Swanson liked the decision. The CIA lied to the ambassador without actually doing so, and officially cut the State Department out of the loop.
The temperature rocketed down and the beautiful weather of Tuesday collapsed into a leftover winter day on Wednesday. The frozen air out of the north, a dump of overnight snow and the following gloomy gray sky beyond the hotel window matched Swanson’s mood even before he was intercepted in the lobby by Inspector Aura and Sergeant Kiuru from the Finland Security Intelligence Service. She was tapping his American passport on a forearm, burning restless energy, waiting for him.
“You were supposed to leave this morning, Mister Swanson. Surely you remember that?” She snapped the question.
“I am leaving, Inspector, even as we speak. If you step aside I will check out and be on my way.” He squared off to face her, tired of the pushiness.
“You did not make an airplane reservation.”

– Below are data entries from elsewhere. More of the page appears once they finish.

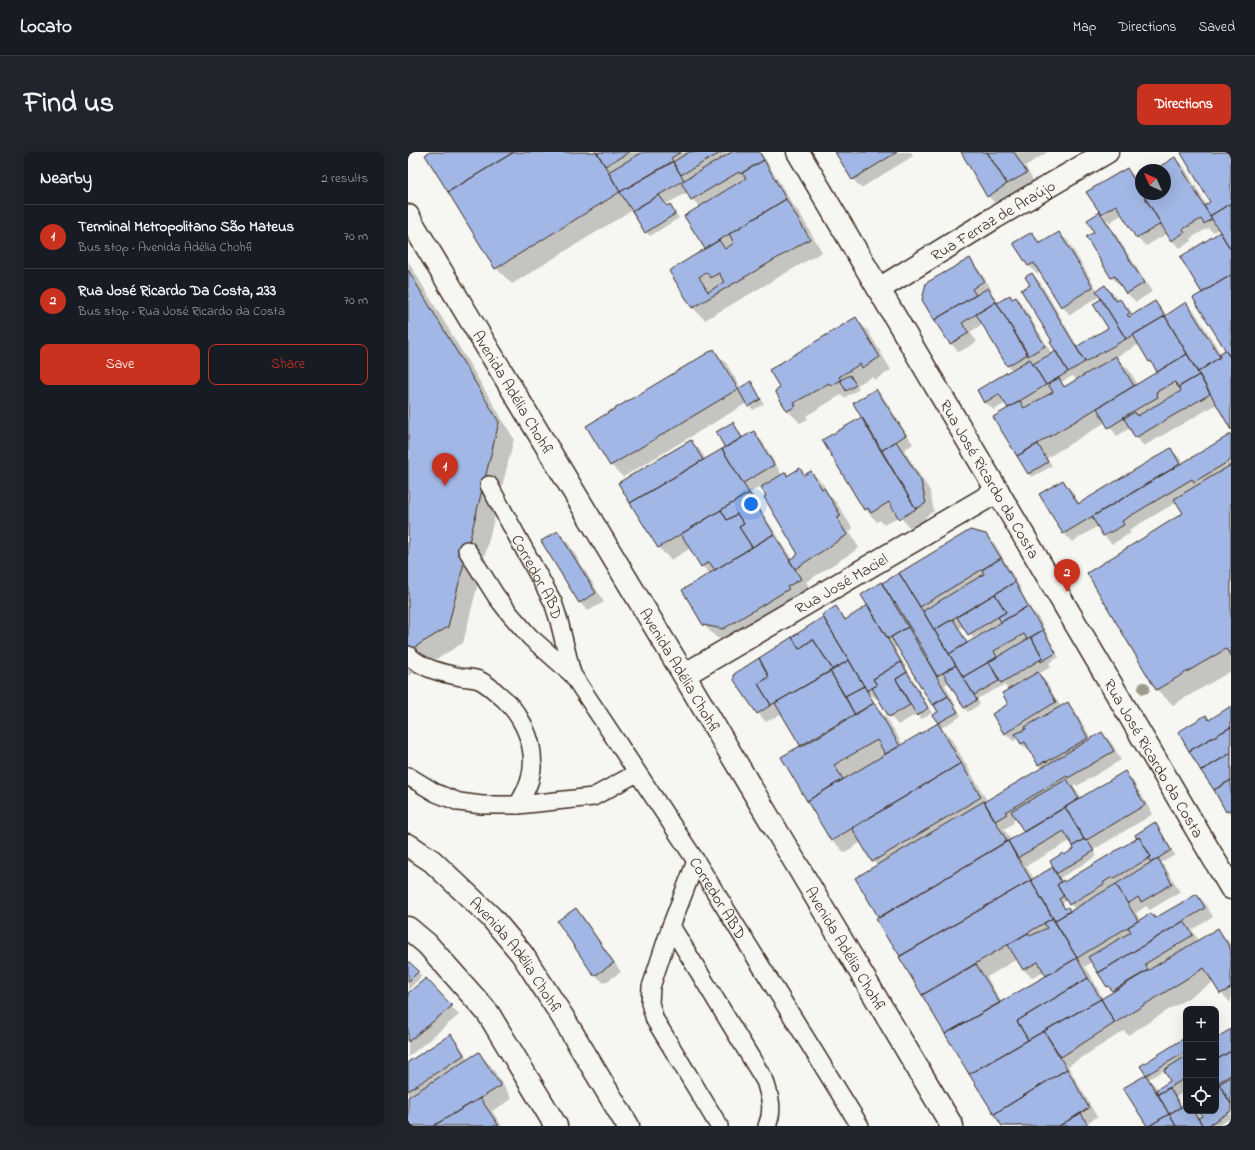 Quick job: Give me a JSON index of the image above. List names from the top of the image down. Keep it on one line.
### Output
{"streets":{"main road":["Rua Ferraz de Araújo","Avenida Adélia Chohfi","Rua José Ricardo da Costa","Rua José Maciel"],"lane":["Corredor ABD"]},"crossings":[["Rua Ferraz de Araújo","Rua José Ricardo da Costa"],["Avenida Adélia Chohfi","Rua José Maciel"],["Rua José Ricardo da Costa","Rua José Maciel"]],"north":"top left","page":{"header":"Locato","nav":["Map","Directions","Saved"],"title":"Find us","buttons":["Directions",["Save","Share"]],"heading":["Nearby","2 results"],"list":[{"mark":"1","name":"Terminal Metropolitano São Mateus","note":"Bus stop · Avenida Adélia Chohfi","value":"70 m"},{"mark":"2","name":"Rua José Ricardo Da Costa, 233","note":"Bus stop · Rua José Ricardo da Costa","value":"70 m"}],"pins":["1","2"],"map_buttons":["+","−"]}} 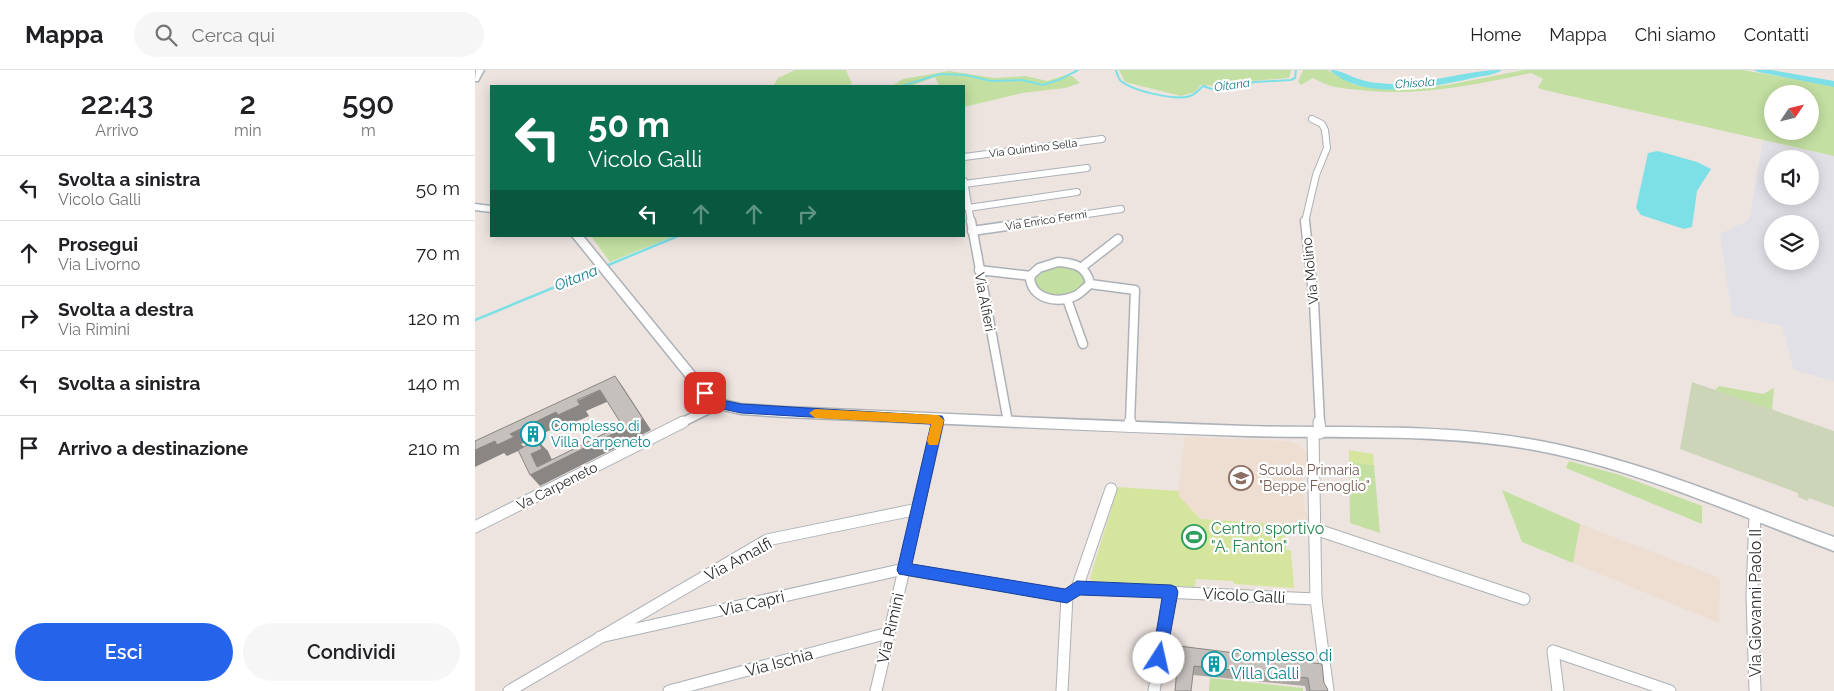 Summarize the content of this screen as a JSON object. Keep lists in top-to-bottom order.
{
  "streets": {
    "street": [
      "Via Quintino Sella",
      "Via Enrico Fermi",
      "Via Molino",
      "Via Alfieri",
      "Va Carpeneto",
      "Via Amalfi",
      "Vicolo Galli",
      "Via Capri",
      "Via Giovanni Paolo II",
      "Via Rimini",
      "Via Ischia"
    ]
  },
  "crossings": [
    ["Via Enrico Fermi", "Via Alfieri"],
    ["Via Amalfi", "Via Capri"],
    ["Via Amalfi", "Via Rimini"],
    ["Via Capri", "Via Rimini"],
    ["Via Rimini", "Via Ischia"]
  ],
  "water": ["Chisola", "Oitana"],
  "places": {
    "building": ["Complesso di Villa Carpeneto", "Complesso di Villa Galli"],
    "school or university": ["Scuola Primaria \"Beppe Fenoglio\""],
    "sports": ["Centro sportivo \"A. Fanton\""]
  },
  "north": "top right",
  "page": {
    "header": "Mappa",
    "search": "Cerca qui",
    "nav": [
      "Home",
      "Mappa",
      "Chi siamo",
      "Contatti"
    ],
    "eta": [
      "22:43",
      "Arrivo",
      "2",
      "min",
      "590",
      "m"
    ],
    "turn": ["50 m", "Vicolo Galli"],
    "list": [
      {
        "name": "Svolta a sinistra",
        "note": "Vicolo Galli",
        "value": "50 m"
      },
      {
        "name": "Prosegui",
        "note": "Via Livorno",
        "value": "70 m"
      },
      {
        "name": "Svolta a destra",
        "note": "Via Rimini",
        "value": "120 m"
      },
      {
        "name": "Svolta a sinistra",
        "value": "140 m"
      },
      {
        "name": "Arrivo a destinazione",
        "value": "210 m"
      }
    ],
    "buttons": ["Esci", "Condividi"]
  }
}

“That’s because I am not flying anywhere. If you would be so kind as to let me have my passport now, I will do the paperwork at the front desk and depart your lovely country. The ferry over to Estonia leaves in about an hour and I don’t have any more time to waste with you, as much as you enjoy jerking around a legitimate businessman.”

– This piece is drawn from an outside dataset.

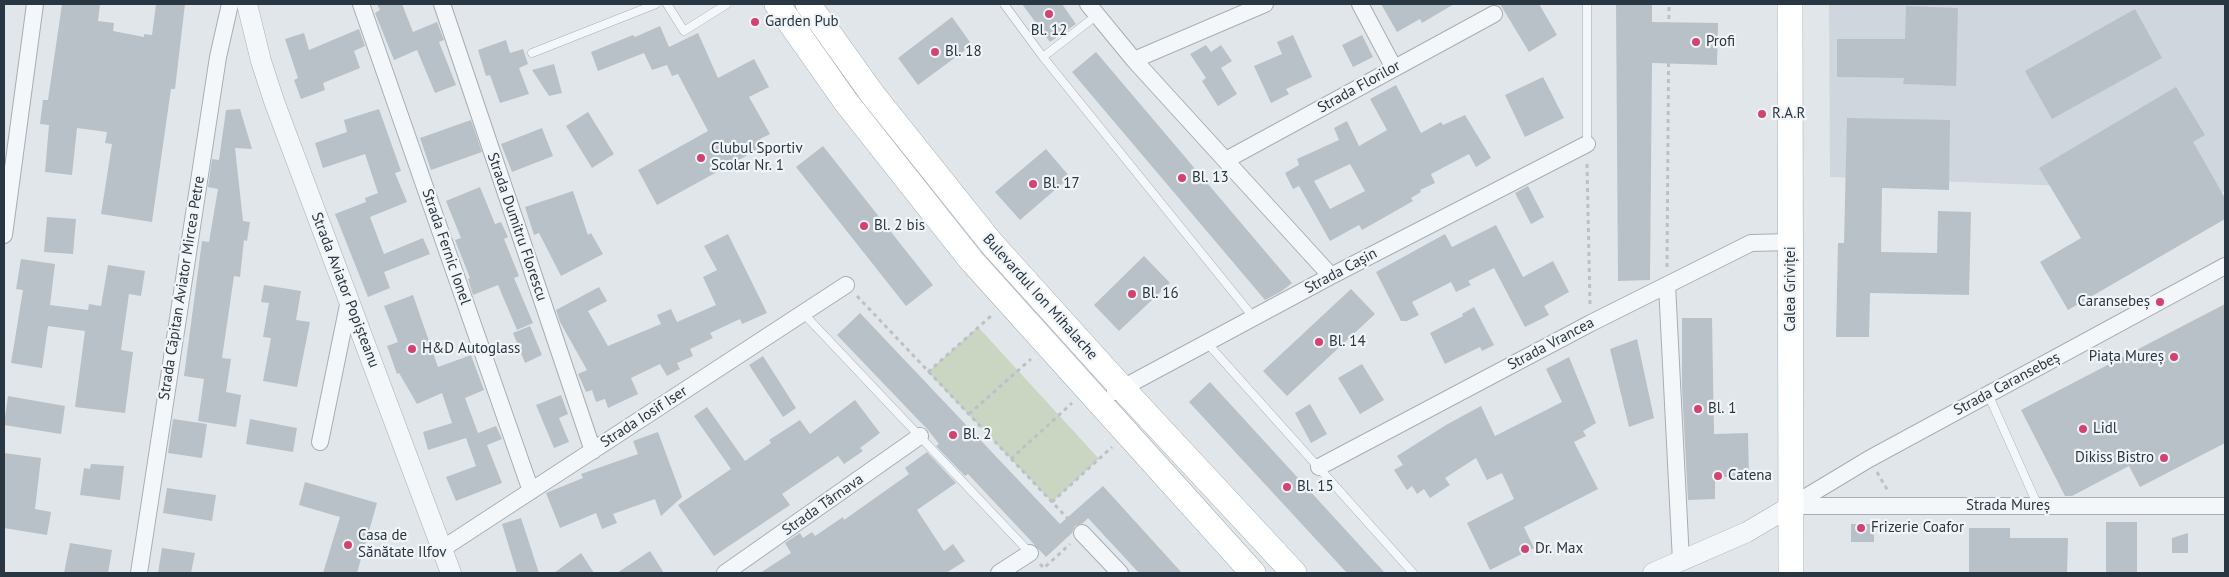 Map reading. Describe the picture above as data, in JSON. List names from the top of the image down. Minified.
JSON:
{"streets":{"main road":["Calea Griviței","Bulevardul Ion Mihalache"],"street":["Strada Florilor","Strada Dumitru Florescu","Strada Fernic Ionel","Strada Cașin","Strada Căpitan Aviator Mircea Petre","Strada Aviator Popișteanu","Strada Vrancea","Strada Caransebeș","Strada Iosif Iser","Strada Târnava","Strada Mureș"]},"crossings":[["Strada Dumitru Florescu","Strada Iosif Iser"],["Strada Fernic Ionel","Strada Iosif Iser"],["Strada Cașin","Bulevardul Ion Mihalache"],["Calea Griviței","Strada Vrancea"],["Calea Griviței","Strada Caransebeș"],["Calea Griviței","Strada Mureș"],["Strada Aviator Popișteanu","Strada Iosif Iser"],["Strada Caransebeș","Strada Mureș"]],"places":["Bl. 12","Garden Pub","Profi","Bl. 18","R.A.R","Clubul Sportiv Scolar Nr. 1","Bl. 13","Bl. 17","Bl. 2 bis","Bl. 16","Caransebeș","Bl. 14","H&D Autoglass","Piața Mureș","Bl. 1","Lidl","Bl. 2","Dikiss Bistro","Catena","Bl. 15","Frizerie Coafor","Casa de Sănătate Ilfov","Dr. Max"]}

The eyes narrowed. “Why are you going to Estonia?”
“Because you are throwing me out of Finland.”
“No.” She held the passport like a lifeline and glared. “What is the reason?”
Swanson offered his palm for it. “I had a sudden urge to visit the old family farm and some distant relatives, and maybe do some business that I had considered doing in Finland. Estonia is a forward-leaning country. That’s where Skype was invented, you know, and Excalibur Enterprises is heavy into technology.”
She puffed out her lips in exasperation. “Do you even speak Estonian, Mister Swanson?”
“Of course. It is a beautiful tongue.”
“You are such a terrible liar.”
“And you are boring me. Arrest me or give me my passport and get out of my way. Good-bye, Inspector Aura.”
DSS Special Agent Lem James was waiting behind the wheel of his personal car, the motor running to keep the heater going. Kyle climbed into the front while a bellman packed his luggage into the trunk. “Did you have another pleasant meeting in there with my pal Rikka?”
“You didn’t tell her about my taking the ferry over to Tallinn, did you?”
James laughed so hard that his body quaked. “No, of course not. Make her work a little bit, you know?”
“She is arrogant and stubborn.”
“She says the same about you.” James handed Kyle his boat tickets and other paperwork, slipped the car into gear, and they drove away along the freshly plowed streets to Tyynenmerenkatu 8, the sprawling West Terminal used by the boats of the Tallink & Silja Line. Swanson noticed that although it was freezing outside, the Finns were going about their business pretty much as they had done the previous day in the sunshine. They knew how to live with weather.
“You take care of yourself over there, Swanson. One of your people, a trade attaché at the American embassy, will meet you on the other side.”
“Couldn’t I just rent a car and drive to this castle?”
“Trust me, pal. You need a guide in this strange territory. You don’t speak Estonian, do you?”
“Not a word.”
“It sounds a lot like gargling mouthwash while yodeling. Your best bet is to remember this one phrase: ma ei räägi eesti keelt—it means ‘I don’t speak Estonian.’”
“Oh, boy.” Kyle muttered the strange words. Not a chance that he could remember that.
“Yeah,” said James. He scribbled a private telephone number on a business card and gave it to Kyle. “Good luck. I’m off this case officially as of yesterday, so I’m just acting as a friend. Call me if I can help. Otherwise, I’ll see you when I see you.”